One of my favorite non-fiction authors at the moment is Nassim Nicholas Taleb. His claim to fame: he foresaw the meltdown of the Financial System – pre-2008. In his books ‘Fooled by Randomness’ and ‘The Black Swan’ he makes a very compeling case that our current financial system is as safe as the modern-day Titanic on it’s maiden trip in Arctic waters. Nassim is not a Monday-Morning Quarterback. As a securities dealer he has put his money were his mouth is. He saw the trainwreck coming and has profited handsomely. Or, in his own colorful prose: he made enought ‘F*** You’ money from the financial meltdown to pursue a career outside the financial services sector. Nassim uses his new-found time to write about the consequences of our ridiculous belief that we are able to predict or model the future.
Nassim’s latest book is ‘Antifragile’. The concept of ‘Antifragile’ is exactly what the word suggests: the polar opposite of fragile. Something is ‘Antifragile’ if it benefits from stressors, just as ‘fragile’ means that something will deteriorate when under the influence of a stressor. An example: when I drop my iPhone on the floor, the glass display will crack. It is hurt. ‘Antifragile’ means (this is an imaginary example) that, if my iPhone were antifragile, it would improve when dropped from a 50-story building. Nassim goes to great lengths to explain that Antifragile is not equal to ‘robust’, ‘resilient’ or ‘strong’. Back to the iPhone example: a protective rubber ball around my iPhone makes it robust, but not Antifragile. If you’re now puzzled and intrigued by this idea, I encourage you to read the book.
Nassim calls the ‘fragile – robust – antifragile’ spectrum the Central Triad of his latest book. To illustrate the Centrial Triad at the beginning of his book, Nassim uses three old Mediterrenean myths/legends:
This is all interesting, but what does this have to do with Infrastructure-as-a-Service? Well, it struck me that Nassim’s Centrial Triad explains the value of Infrastructure-as-a-Service. With IaaS, it is possible to build an IT infrastructure that is Antifragile, as I will illustrate with the example of NetFlix’ Chaos Monkey.
To understand this, consider first the class of legacy-applications that are fragile and are not capable of surviving a physical outage of the machine they are running on.
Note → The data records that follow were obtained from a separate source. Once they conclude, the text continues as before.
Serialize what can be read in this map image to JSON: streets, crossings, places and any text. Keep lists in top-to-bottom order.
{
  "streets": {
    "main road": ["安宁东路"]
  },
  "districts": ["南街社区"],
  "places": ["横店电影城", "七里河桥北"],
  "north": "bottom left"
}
They are in mythological terms, ‘swords of Damocles’. Here’s an extreme – and real - example: the control software of an (old) nuclear plant that runs on a single physical computer. This means: if this computer fails, the control software goes down. I’m not suggesting that this will lead to a nuclear meltdown immediately, but I hope that none of my loved ones is within a 100-mile radius when this happens – the comparison with Damocles is too close for comfort. Another example of the fragility of older code: the Y2K problem a.ka. the Millenium Bug. A single bug was enough to cause unforeseen damage, which created a whole industry by itself.
Thanks to the popularity of 21-st century IT technologies that have become mainstream over the last decade or so, such as virtualization*, distributed computing applications and redundancy concepts, we have come a long way in the Information Technology. There’s plenty of experience in finding and circumventing so-called SPOF’s – Single Points Of Failure. In fact, IT has become quite good at building robust systems: the world has seen it fair share of natural & manmade disasters, from massive power outages and blackouts to nuclear disaster, the internet has not seen a single millisecond of downtime. IT can be called robust.
Robust is not anti-fragile. These Antifragile systems, it turns out, are ‘organic’ systems: for long-term survival and growth, they rely on constant (random) mutation and adaptation. This is how the cells in our body behave. Compare this with Chaos Monkey: a piece of software with a particularly well-chosen name, developed by Netflix (for the European crowd: a hugely popular US-based provider of Video-on-Demand). Chaos Monkey will throw an infinite amount of monkey-wrenches at applications that run in Amazon’s popular Infrastructure as a Cloud Service (AWS) by randomly turning off the instances. Chaos Monkey generates random mutuations to find (and improve) those applications with weaknesses. This is anti-fragility.
* Yes, I know: timesharing was invented in the 60-ies. And why did you geezers not use it for that Power plant? Please shut up!